■ Brief
Transcribe the records below from the first line to the line that includes "function drawText(font, color, halo, rows, align", inclusive, and omit the pictures.

Stored data entries
▬▬▬

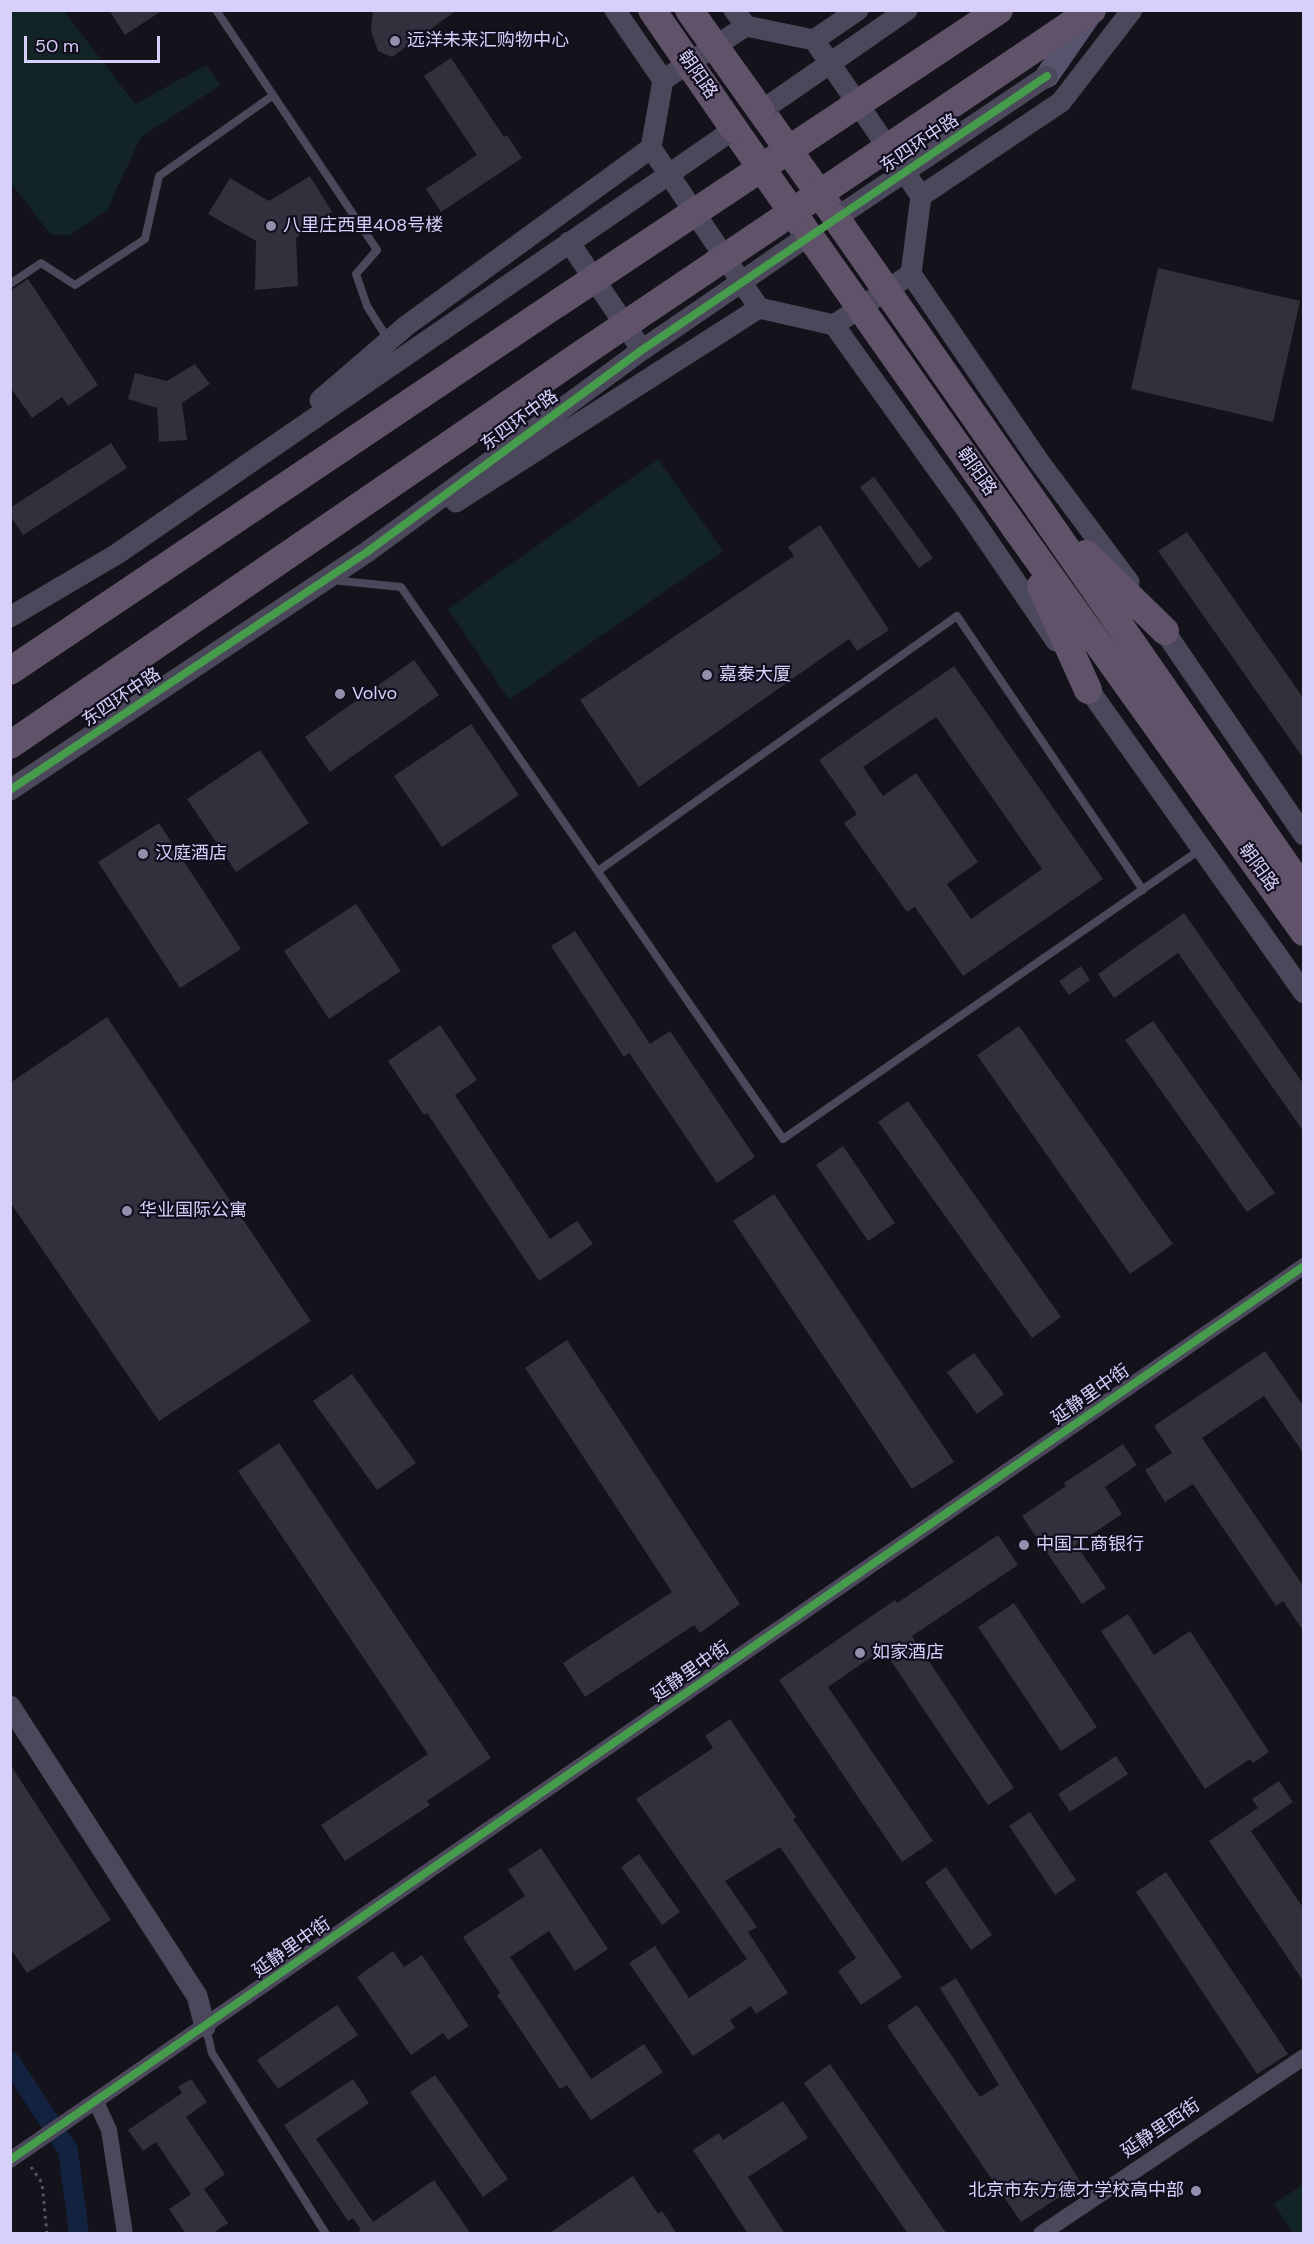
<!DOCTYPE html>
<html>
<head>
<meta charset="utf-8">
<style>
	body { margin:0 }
	#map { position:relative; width:1314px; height:2244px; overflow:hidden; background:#14121a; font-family:"DM Sans",sans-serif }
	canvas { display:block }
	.frame { position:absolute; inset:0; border:12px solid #d6d0fa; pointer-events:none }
	.scale { position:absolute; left:24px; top:36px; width:136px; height:27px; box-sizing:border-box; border:3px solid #d6d0fa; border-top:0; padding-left:8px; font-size:18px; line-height:21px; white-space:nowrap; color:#d6d0fa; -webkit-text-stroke:4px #120e1e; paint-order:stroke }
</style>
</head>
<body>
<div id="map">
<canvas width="1314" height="2244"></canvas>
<div class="frame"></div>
<div class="scale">50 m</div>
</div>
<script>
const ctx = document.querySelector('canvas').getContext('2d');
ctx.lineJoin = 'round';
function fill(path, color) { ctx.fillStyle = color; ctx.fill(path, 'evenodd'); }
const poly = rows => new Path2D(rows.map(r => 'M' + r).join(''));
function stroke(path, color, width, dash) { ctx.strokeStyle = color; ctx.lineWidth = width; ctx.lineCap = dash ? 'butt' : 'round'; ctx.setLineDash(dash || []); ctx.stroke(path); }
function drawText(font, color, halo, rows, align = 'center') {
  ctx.font = font + ' "DM Sans","Noto Sans SC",sans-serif'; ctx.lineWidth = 4.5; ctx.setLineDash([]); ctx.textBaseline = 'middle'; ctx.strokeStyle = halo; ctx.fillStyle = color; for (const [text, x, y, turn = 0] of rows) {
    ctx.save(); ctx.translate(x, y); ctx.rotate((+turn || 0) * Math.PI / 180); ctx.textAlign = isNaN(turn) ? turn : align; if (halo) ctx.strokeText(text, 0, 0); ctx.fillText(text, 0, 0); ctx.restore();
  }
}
fill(poly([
	[11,10,64,11,135,104,206,65,221,85,141,137,107,210,69,236,50,234,11,183],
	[658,459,723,551,509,700,448,609],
	[1303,2184,1303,2233,1293,2233,1274,2204]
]), '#122425');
stroke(poly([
	[10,2061,68,2150,79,2234]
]), '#13223e', 20);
fill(poly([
	[109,10,163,10,125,35],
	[373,10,457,10,392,57,378,51,371,31],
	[451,58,504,137,507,135,522,158,441,212,426,189,477,155,424,76],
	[310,176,332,212,296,238,298,286,255,290,256,241,208,214,230,178,269,201],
	[1158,268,1300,301,1273,422,1131,389],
	[28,279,98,385,68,406,62,397,32,418,10,387,10,291],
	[195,364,210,384,182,403,187,440,159,442,157,408,128,399,135,373,167,381],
	[111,443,127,468,23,535,10,515,10,508],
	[874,477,933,558,919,568,860,487],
	[820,525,889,630,857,651,849,639,639,787,580,700,794,556,788,547],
	[1187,532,1304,699,1304,759,1158,551],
	[414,660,439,695,330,772,305,737],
	[954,666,1103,879,963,976,915,907,907,912,844,823,857,814,819,760],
	[936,717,1042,869,971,919,947,884,978,862,916,773,883,796,863,767],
	[471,724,519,795,442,847,394,776],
	[260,750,309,823,236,872,187,799],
	[159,823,241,949,180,988,98,862],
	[356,904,401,971,329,1019,284,951],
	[1184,913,1304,1085,1304,1132,1178,953,1114,998,1098,974],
	[575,931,650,1044,670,1031,755,1157,717,1183,629,1053,624,1057,551,946],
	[1081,966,1090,980,1069,995,1059,981],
	[107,1017,311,1321,159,1421,10,1202,10,1083],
	[1153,1021,1275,1193,1247,1212,1125,1040],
	[440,1025,477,1080,455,1095,550,1239,577,1221,593,1244,539,1281,427,1113,424,1115,388,1061],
	[1019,1026,1173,1244,1130,1274,977,1055],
	[908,1101,1061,1317,1032,1338,878,1122],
	[843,1146,895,1223,868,1241,816,1165],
	[774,1194,954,1462,912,1489,733,1221],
	[567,1340,740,1604,700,1633,694,1625,585,1697,563,1663,672,1592,525,1368],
	[1265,1351,1304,1407,1304,1454,1264,1396,1202,1438,1304,1587,1304,1632,1283,1601,1276,1606,1193,1484,1165,1502,1145,1470,1172,1453,1154,1426],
	[974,1353,1004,1394,977,1414,947,1372],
	[352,1374,416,1463,377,1490,313,1401],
	[279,1443,491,1758,427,1801,430,1805,345,1861,321,1825,428,1754,238,1471],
	[1123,1444,1137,1465,1105,1487,1122,1514,1076,1545,1106,1588,1082,1604,1022,1516,1066,1486,1064,1483],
	[998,1535,1018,1565,912,1636,1014,1788,988,1805,883,1649,828,1687,933,1841,902,1862,779,1680,895,1600,897,1603],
	[1014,1603,1097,1727,1061,1751,978,1627],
	[1128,1614,1154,1655,1190,1631,1269,1752,1253,1763,1250,1759,1205,1789,1101,1631],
	[730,1719,796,1817,793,1819,902,1977,861,2005,838,1971,856,1958,780,1847,725,1881,757,1927,748,1932,788,1993,756,2014,751,2006,730,2020,735,2028,693,2056,629,1963,655,1946,689,1998,747,1959,636,1799,713,1748,705,1736],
	[1116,1756,1128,1774,1070,1812,1058,1794],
	[10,1764,111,1920,27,1973,10,1948],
	[1279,1781,1293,1802,1251,1831,1304,1909,1304,1982,1209,1841,1258,1808,1252,1799],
	[1030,1812,1076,1880,1055,1895,1009,1826],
	[541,1848,608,1949,575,1971,549,1931,510,1957,591,2079,644,2044,663,2072,591,2120,567,2085,560,2089,497,1995,500,1993,463,1937,525,1896,508,1870],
	[639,1854,680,1912,662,1925,621,1867],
	[946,1867,992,1935,971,1950,925,1882],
	[1166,1872,1288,2054,1257,2074,1136,1892],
	[393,1951,404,1967,422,1955,469,2026,448,2040,443,2033,411,2055,357,1977],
	[956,1978,1081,2183,1021,2222,887,2026,917,2005,980,2097,999,2085,940,1988],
	[337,2005,358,2035,278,2089,257,2060],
	[830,2064,947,2234,908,2234,804,2083],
	[435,2075,508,2179,483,2197,410,2092],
	[191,2079,207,2102,186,2117,225,2174,204,2189,228,2223,212,2234,186,2234,169,2209,191,2194,156,2142,143,2151,128,2130,182,2093,178,2087],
	[353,2079,369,2103,316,2139,373,2222,434,2180,471,2234,355,2234,361,2230,353,2218,348,2221,284,2125],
	[783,2101,808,2138,748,2177,785,2234,748,2234,693,2150,719,2133,723,2140],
	[633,2176,658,2214,662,2211,677,2234,548,2234]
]), '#32303c');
stroke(poly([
	[31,2167,42,2183,47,2234]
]), '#4d5963', 3, [3, 4.5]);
stroke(poly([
	[216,10,377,250,356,274,367,306,389,341],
	[10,284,41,263,75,285,145,239,159,176,272,96],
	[331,580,401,587,783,1139,1201,849],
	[598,871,957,616,1143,890],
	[206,2028,212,2053,326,2234]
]), '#4a485a', 8);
stroke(poly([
	[96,2102,109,2130,125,2234],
	[10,2160,1304,1266],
	[1041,2234,1304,2057]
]), '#4a485a', 16);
stroke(poly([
	[615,10,663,80],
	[734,10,746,26],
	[746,26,814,40,921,196,911,274,834,325,759,308,651,148,663,80,746,26],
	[814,40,858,10],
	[921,196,1061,102,1132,10],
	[569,242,642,350],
	[911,274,1038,460,1129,582],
	[834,325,968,512,1056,641],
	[320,400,406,326,651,148],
	[456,502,759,308],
	[10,617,117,554,642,193],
	[1156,619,1304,835],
	[1080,677,1304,993],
	[10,790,367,552,642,350,718,298],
	[10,1706,197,1996,205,2027]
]), '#4a485a', 21);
stroke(poly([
	[1047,76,1090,14]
]), '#56546c', 24);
stroke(poly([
	[761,111,833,213],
	[734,129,807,233],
	[1039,509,1304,891],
	[1014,526,1304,932],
	[1086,554,1165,631],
	[1041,586,1088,690],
	[10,671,558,303],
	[10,745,586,351]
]), '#605268', 28);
stroke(poly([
	[761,111,907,10],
	[642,193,734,129],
	[836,218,1047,76],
	[718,298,809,235]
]), '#4a485a', 21);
stroke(poly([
	[652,10,734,129],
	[689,10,761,111],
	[836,218,1039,509],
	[809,235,1014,526],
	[558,303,999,10],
	[586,351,1092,10]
]), '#605268', 28);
stroke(poly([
	[10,790,367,552,642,350,1047,76],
	[10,2160,1304,1266]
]), '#469c4c', 8);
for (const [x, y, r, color] of [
	[395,41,6,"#928eac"],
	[271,226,6,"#928eac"],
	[707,675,6,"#928eac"],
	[340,694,6,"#928eac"],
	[143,854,6,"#928eac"],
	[127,1211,6,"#928eac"],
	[1024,1545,6,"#928eac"],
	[860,1653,6,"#928eac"],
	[1196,2191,6,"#928eac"]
]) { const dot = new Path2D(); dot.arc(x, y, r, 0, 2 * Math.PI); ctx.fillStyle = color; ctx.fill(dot); stroke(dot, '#120e1e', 2); }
drawText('18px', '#d6d0fa', '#120e1e', [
	["远洋未来汇购物中心",407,41],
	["八里庄西里408号楼",283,226],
	["嘉泰大厦",719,675],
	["Volvo",352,694],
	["汉庭酒店",155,854],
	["华业国际公寓",139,1211],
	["中国工商银行",1036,1545],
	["如家酒店",872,1653],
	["北京市东方德才学校高中部",1184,2191,"right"]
], 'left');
drawText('18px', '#d6d0fa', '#120e1e', [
	["朝阳路",697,75,55],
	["东四环中路",920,144,-34],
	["东四环中路",520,421,-36],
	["朝阳路",976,472,55],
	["东四环中路",122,698,-34],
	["朝阳路",1258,868,54],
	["延静里中街",1091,1395,-35],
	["延静里中街",691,1672,-35],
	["延静里中街",292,1948,-35],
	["延静里西街",1161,2129,-34]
]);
</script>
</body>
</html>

▬▬▬

■ Answer to the exercise
<!DOCTYPE html>
<html>
<head>
<meta charset="utf-8">
<style>
	body { margin:0 }
	#map { position:relative; width:1314px; height:2244px; overflow:hidden; background:#14121a; font-family:"DM Sans",sans-serif }
	canvas { display:block }
	.frame { position:absolute; inset:0; border:12px solid #d6d0fa; pointer-events:none }
	.scale { position:absolute; left:24px; top:36px; width:136px; height:27px; box-sizing:border-box; border:3px solid #d6d0fa; border-top:0; padding-left:8px; font-size:18px; line-height:21px; white-space:nowrap; color:#d6d0fa; -webkit-text-stroke:4px #120e1e; paint-order:stroke }
</style>
</head>
<body>
<div id="map">
<canvas width="1314" height="2244"></canvas>
<div class="frame"></div>
<div class="scale">50 m</div>
</div>
<script>
const ctx = document.querySelector('canvas').getContext('2d');
ctx.lineJoin = 'round';
function fill(path, color) { ctx.fillStyle = color; ctx.fill(path, 'evenodd'); }
const poly = rows => new Path2D(rows.map(r => 'M' + r).join(''));
function stroke(path, color, width, dash) { ctx.strokeStyle = color; ctx.lineWidth = width; ctx.lineCap = dash ? 'butt' : 'round'; ctx.setLineDash(dash || []); ctx.stroke(path); }
function drawText(font, color, halo, rows, align = 'center') {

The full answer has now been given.